Revision as of 03:41, 1 April 2019

Problem

In acute triangle $ABC$ points $P$ and $Q$ are the feet of the perpendiculars from $C$ to $\overline{AB}$ and from $B$ to $\overline{AC}$, respectively. Line $PQ$ intersects the circumcircle of $\triangle ABC$ in two distinct points, $X$ and $Y$. Suppose $XP=10$, $PQ=25$, and $QY=15$. The value of $AB\cdot AC$ can be written in the form $m\sqrt n$ where $m$ and $n$ are positive integers, and $n$ is not divisible by the square of any prime.
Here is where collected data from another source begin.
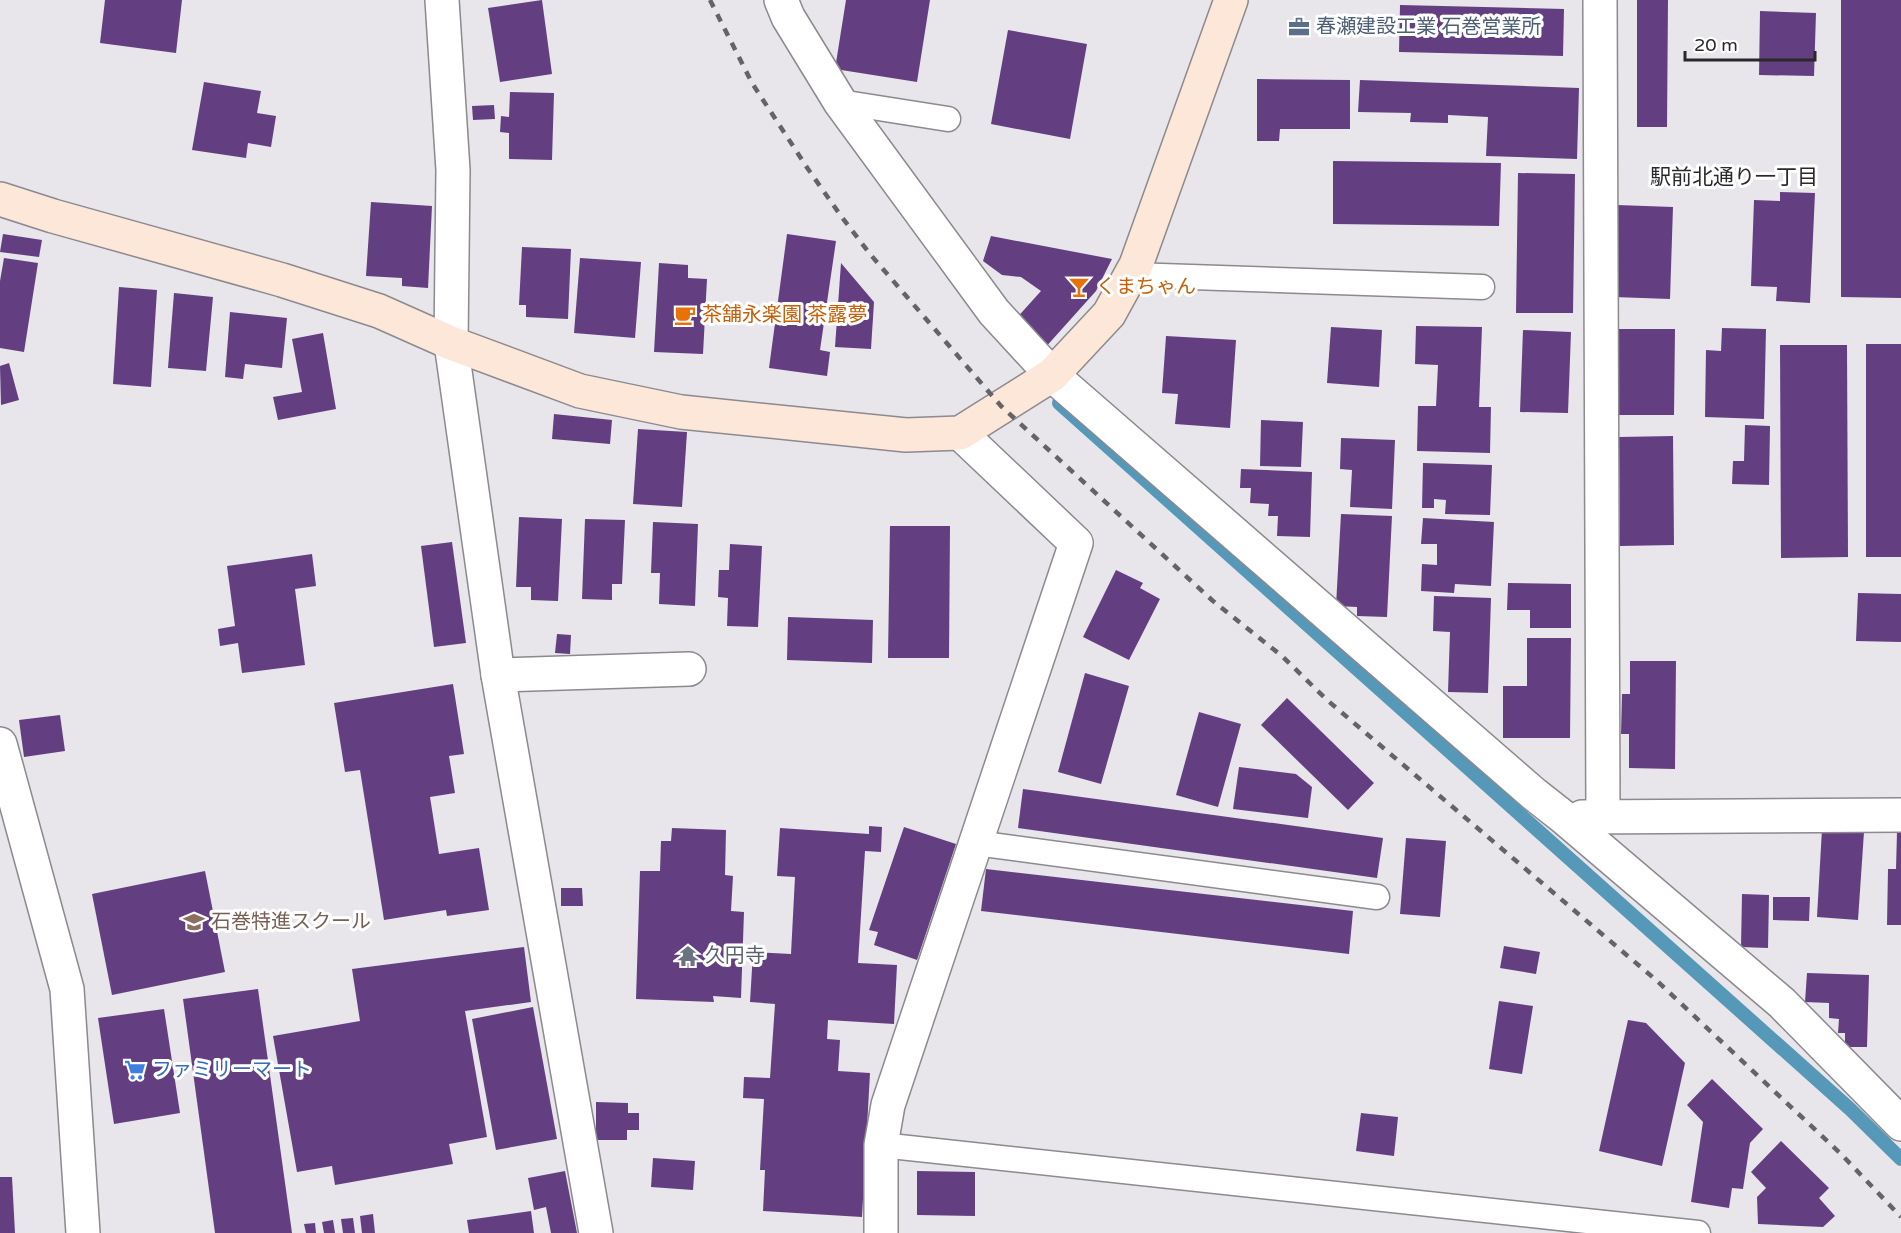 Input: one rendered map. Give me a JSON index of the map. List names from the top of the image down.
{
  "districts": ["駅前北通り一丁目"],
  "places": {
    "office": ["春瀬建設工業 石巻営業所"],
    "bar": ["くまちゃん"],
    "cafe": ["茶舗永楽園 茶露夢"],
    "school or university": ["石巻特進スクール"],
    "temple": ["久円寺"],
    "supermarket": ["ファミリーマート"]
  },
  "scale_bar": "20 m"
}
Find $m+n$.

Solution

Let $AP=a, AQ=b, cos\angle A = k$

Therefore $AB= \frac{b}{k} , AC= \frac{a}{k}$

By power of point, we have $AP*BP=XP*YP , AQ*CQ=YQ*XQ$ Which are simplified to

$400= \frac{ab}{k} - a^2$

$525= \frac{ab}{k} - b^2$

Or

$a^2= \frac{ab}{k} - 400$

$b^2= \frac{ab}{k} - 525$

(1)

Or

$k= \frac{ab}{a^2+400} = \frac{ab}{b^2+525}$

Let $u=a^2+400=b^2+525$ Then, $a=\sqrt{u-400},b=\sqrt{u-525},k=\frac{\sqrt{(u-400)(u-525)}}{u}$


In triangle $APQ$, by law of cosine

$25^2= a^2 + b^2 - 2abk$

Pluging (1)

$625=  \frac{ab}{k} - 400 + \frac{ab}{k} - 525 -2abk$

Or

$\frac{ab}{k} - abk =775$

Substitute everything by $u$

$u- \frac{(u-400)(u-525)}{u} =775$

The quadratic term is cancelled out after simplified

Which gives $u=1400$

Plug back in, $a= \sqrt{1000} , b=\sqrt{775}$

Then

$AB*AC= \frac{a}{k} \frac{b}{k} = \frac{ab}{\frac{ab}{u} *\frac{ab}{u} } = \frac{u^2}{ab} = \frac{1400 * 1400}{ \sqrt{ 1000* 875 }} = 560 \sqrt{14}$

So the final answer is $560 + 14 = \boxed{574}$

By SpecialBeing2017

See Also

2019 AIME II (ProblemsAnswer KeyResources)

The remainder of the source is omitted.